The answer to that question may ultimately turn on how one views “clear congressional authorization.” Brunstein and I read West Virginia’s use of clear congressional authorization as depriving the agency of deference and presuming the agency’s action is not authorized once a court finds the major questions doctrine is triggered, but that presumption can be overcome if the agency persuades a skeptical court that the “correct reading” of the statute authorizes the action.[l] Under that reading of West Virginia, a skeptical court would scrutinize FERC’s assertion of authority more closely than in the ordinary case, but it would not require magic statutory words to authorize FERC’s action.
Others, however, including Justice Gorsuch, equate “clear congressional authorization” with a clear-statement rule—an aggressive canon of statutory interpretation that allows courts to choose a less plausible statutory reading (over the more natural one) in certain circumstances.[li] As Brunstein and I explain, the majority opinion in West Virginia appears to have carefully omitted the phrase “clear statement” from its legal analysis, perhaps to avoid adopting such an aggressive canon of interpretation.[lii]
But if the major questions doctrine is effectively a clear-statement rule, it is uncertain how such a rule would operate in practice when applied to the FPA and NGA. For example, would the FPA’s authorizing FERC to regulate “the sale of electric energy at wholesale in interstate commerce,” including both wholesale electricity rates and any rule or practice “affecting” such rates,[liii] have provided the requisite clear statement for FERC to regulate the compensation that operators pay for demand response bids?

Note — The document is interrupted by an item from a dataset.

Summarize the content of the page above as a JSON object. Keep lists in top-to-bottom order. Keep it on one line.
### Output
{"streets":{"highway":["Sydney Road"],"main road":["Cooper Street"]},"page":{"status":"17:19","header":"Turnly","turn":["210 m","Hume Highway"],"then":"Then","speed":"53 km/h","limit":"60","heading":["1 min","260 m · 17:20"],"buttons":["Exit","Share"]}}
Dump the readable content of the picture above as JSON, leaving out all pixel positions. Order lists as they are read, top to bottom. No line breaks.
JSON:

The EPSA Court resolved that jurisdictional dispute in FERC’s favor just a few years ago.[liv] But “demand response does not fit neatly within the FPA’s jurisdictional boundaries,” namely because “[i]t is not a sale for resale” and “the entities that participate in wholesale markets through demand response programs are ordinarily retail purchasers.”[lv] So it is far from certain that EPSA would have come out the same way if the Supreme Court had required a clear statement in the FPA authorizing FERC to regulate compensation for demand response bids.[lvi] Similar questions arise concerning the D. C. Circuit’s opinion upholding Order No. 1000 given the court’s reliance on Chevron deference to reject challengers’ arguments.[lvii]

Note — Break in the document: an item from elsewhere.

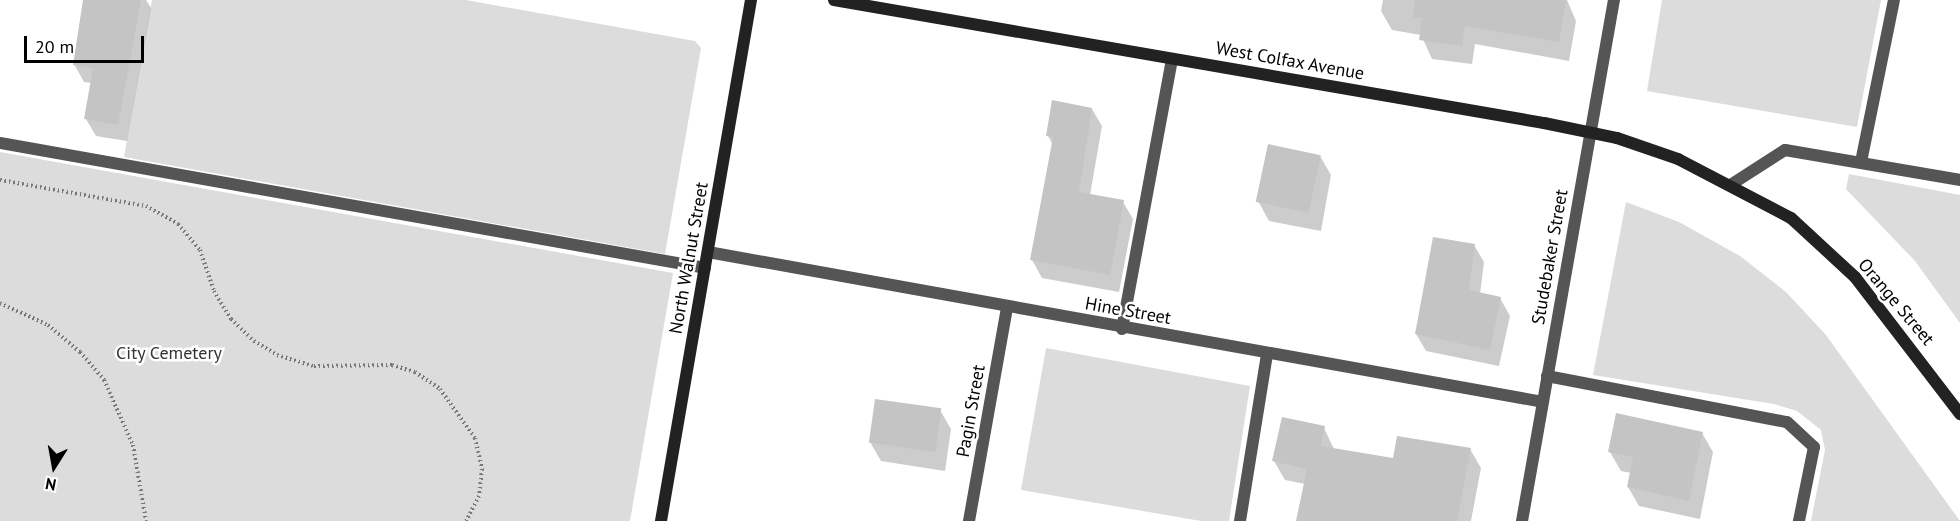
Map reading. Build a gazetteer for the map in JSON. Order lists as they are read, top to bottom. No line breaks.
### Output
{"streets":{"street":["West Colfax Avenue","Studebaker Street","North Walnut Street","Orange Street","Hine Street","Pagin Street"]},"crossings":[["West Colfax Avenue","Studebaker Street"],["West Colfax Avenue","Orange Street"],["Studebaker Street","Hine Street"],["North Walnut Street","Hine Street"],["Hine Street","Pagin Street"]],"parks":["City Cemetery"],"scale_bar":"20 m","north":"bottom"}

These questions are academic, however, because the majority opinion controls and does not adopt intrusion into an area that is the particular domain of state law as a relevant factor in the major questions analysis nor endorse the clear-statement label for the doctrine.[lviii] But that will not stop parties from trying to use Justice Gorsuch’s concurring opinion. And some courts have been open to applying his concurring opinion.[lix] So far, none of those cases have involved the FPA or NGA. But any extension of the concurring opinion to those statutes could muddy their jurisdictional divide and create uncertainty for FERC—or at least headaches for courts trying to resolve these complicated arguments.
[i] Ala. Ass’n of Realtors v. Dept. of Health & Human Servs., 141 S. Ct. 2485 (2021) (per curiam) (“Alabama Realtors”).

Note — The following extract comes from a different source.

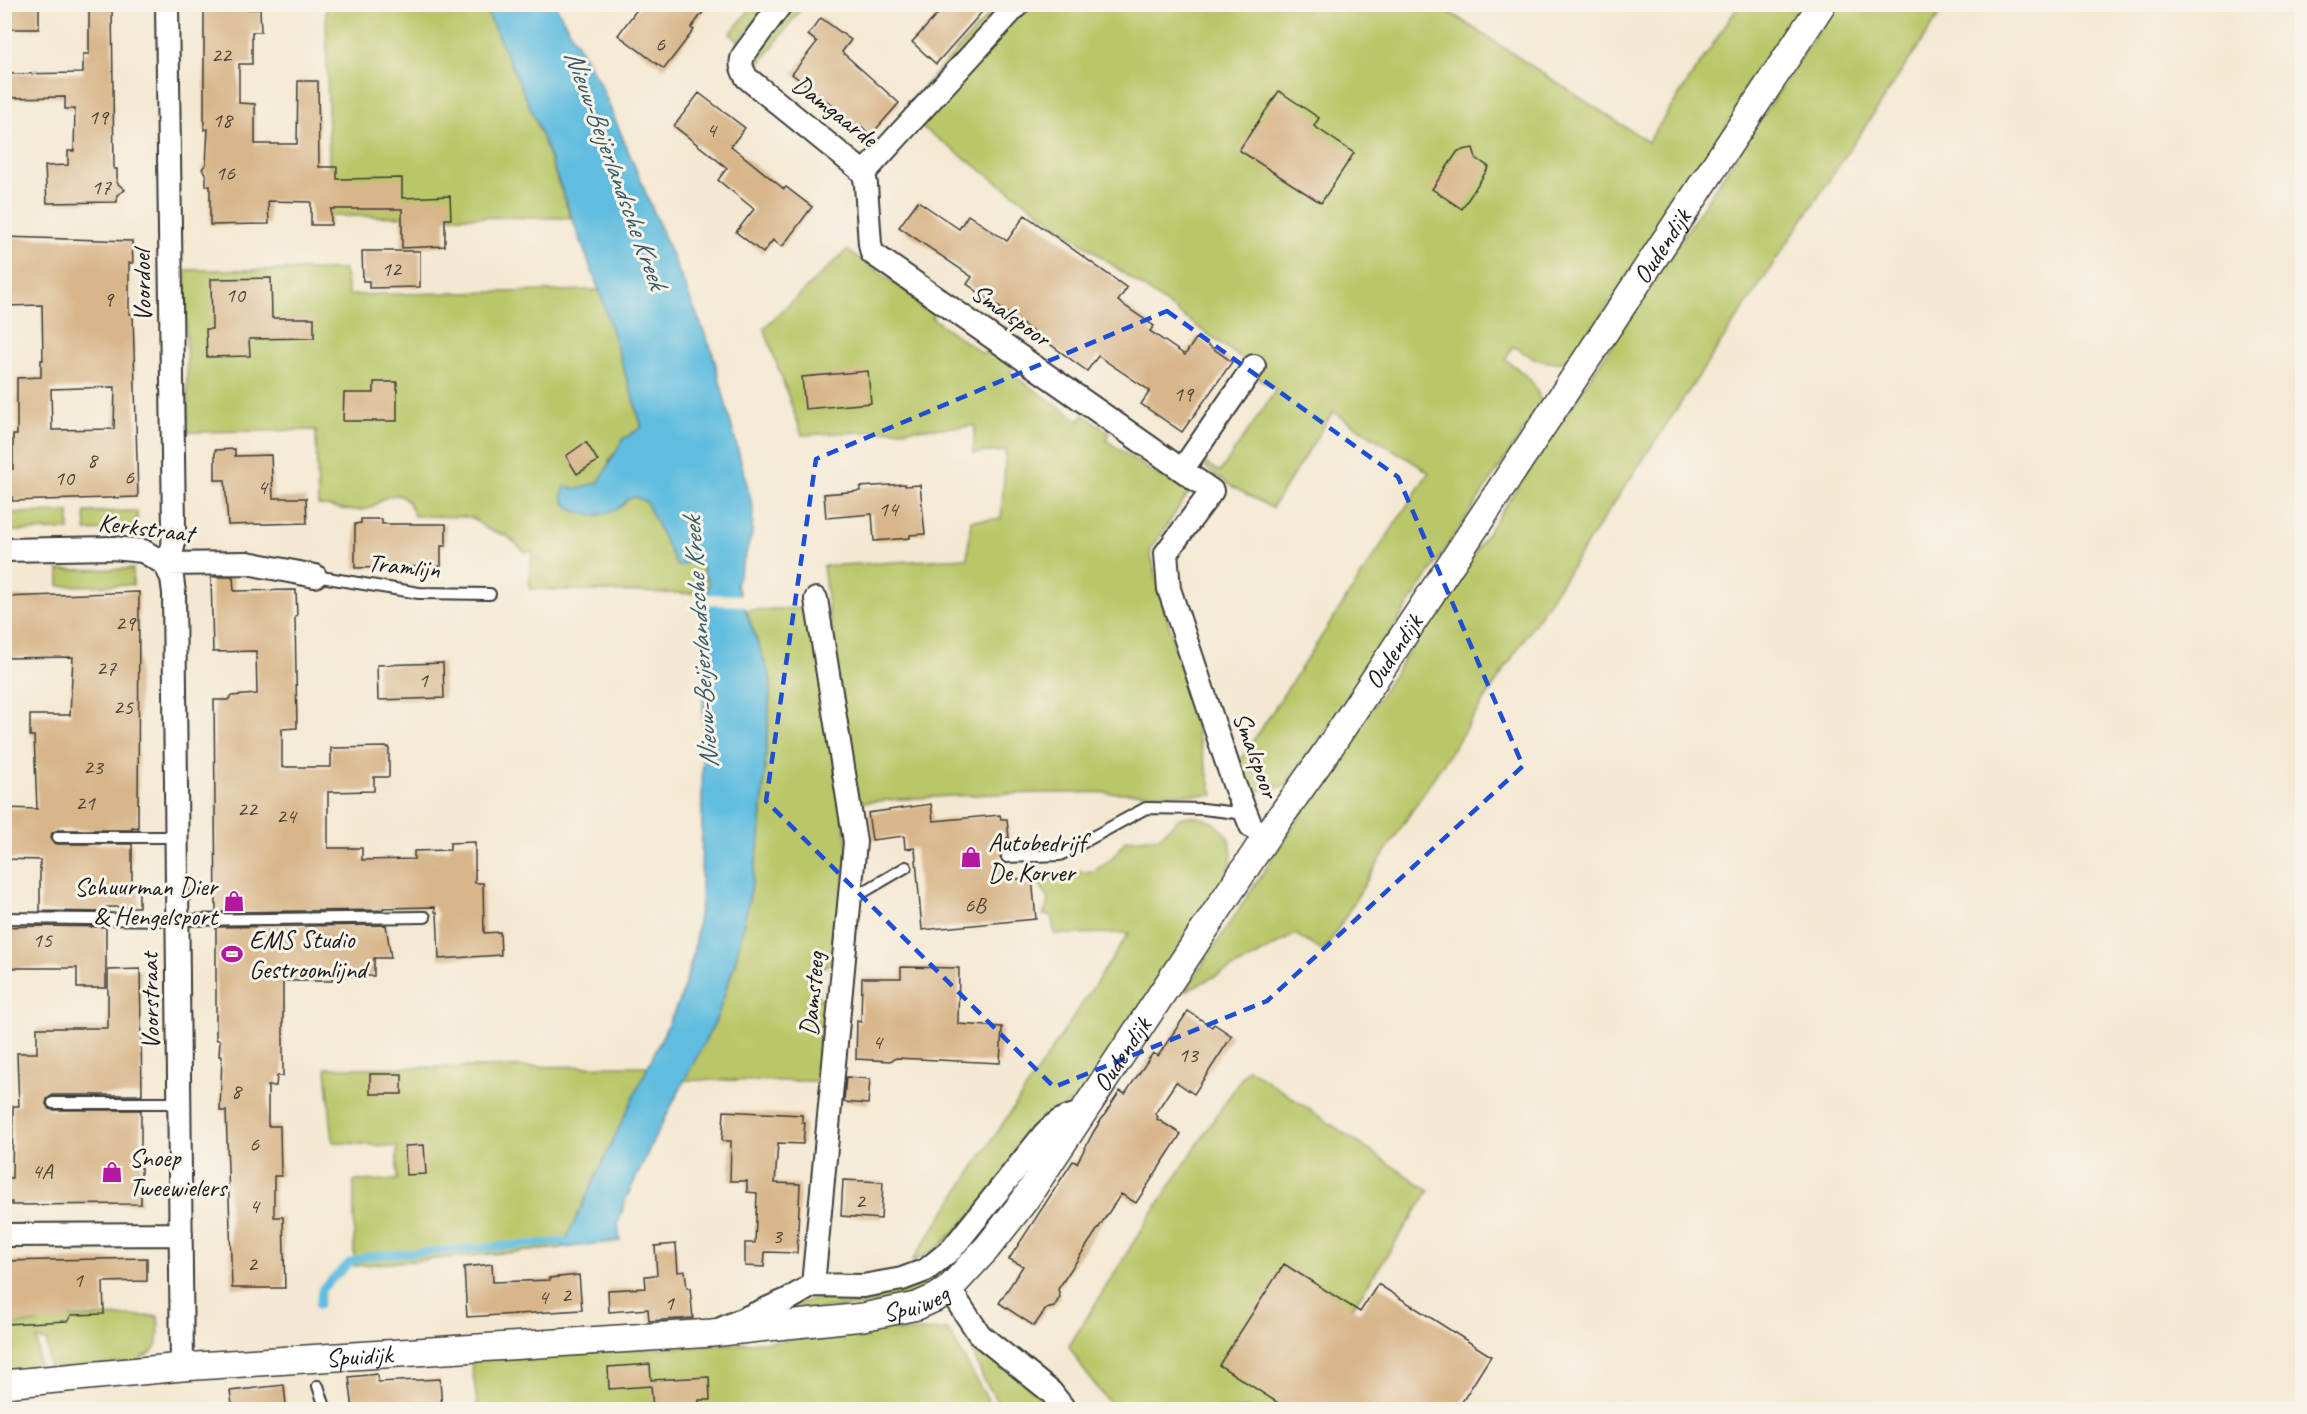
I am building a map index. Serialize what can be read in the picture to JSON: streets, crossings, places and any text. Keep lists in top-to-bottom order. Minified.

[ii] Nat’l Fed. of Ind. Bus. v. OSHA, 142 S. Ct. 661 (2022) (per curiam) (“NFIB”).
[iii] Harvey Reiter, Would FERC’s Landmark Decisions Have Survived Review Under the Supreme Court’s Expanding “Major Questions Doctrine” and Could the Doctrine Stifle New Regulatory Initiatives at 3-4, EBA Brief Vol. 3, Iss. 1 (Spring 2022) (“Reiter”).
[iv] Notice of Proposed Rulemaking, Building for the Future Through Electric Regional Transmission Planning and Cost Allocation and Generator Interconnection, 179 F.E.R.C. ¶ 61,028 (2022).
[v] Certification of New Interstate Natural Gas Facilities, 178 F.E.R.C. ¶ 61,107 (2022); Consideration of Greenhouse Gas Emissions in Natural Gas Infrastructure Project Reviews, 178 F.E.R.C. ¶ 61,108 (2022) (Draft GHG Policy Statement).
[vi] W. Virginia v. EPA, 142 S. Ct. 2587 (2022). The Supreme Court may soon address the major questions doctrine again in two pending cases, Biden v. Nebraska, No. 22-506, and Department of Education v. Brown, No. 22-535.
[vii] See generally Natasha Brunstein and Donald L. R. Goodson, Unheralded and Transformative: The Test for Major Questions After West Virginia, 47 Wm. & Mary Env’t L. & Pol’y Rev. 47 (2022).
[viii] W. Virginia, 142 S. Ct. at 2610 (quoting Util. Air Regul. Grp. v. EPA (UARG), 73 U.S. 302, 324 (2014)).
[ix] Id. at 2614 (quoting UARG, 573 U.S. at 324).
[x] Id. at 2608.
[xi] Id. at 2620 (Gorsuch, J., concurring); see also Brunstein & Goodson, supra note 8, at 95–100.
[xii] W. Virginia, 142 S. Ct. at 2621 (Gorsuch, J., concurring) (quoting Alabama Realtors, 141 S. Ct. at 2486–87).
[xiii] Comments of State of Texas et al., Building for the Future Through Electric Regional Transmission Planning and Cost Allocation and Generator Interconnection, F.E.R.C. Docket No. RM21-17-000 at 3 (Sept. 19, 2022).
[xiv] Supplemental Comments of Enbridge Gas Pipelines, F.E.R.C. Docket Nos. PL18-1 & PL21-3 at 15 (Aug. 12, 2022).
[xv] See generally Joshua C. Macey & Matthew Christiansen, Long Live the Federal Power Act’s Bright Line, 134 Harv. L. Rev. 1360 (2021) (examining recent Supreme Court precedents addressing the Federal Power Act’s “bright line” jurisdictional divide between state and federal control over the energy sector).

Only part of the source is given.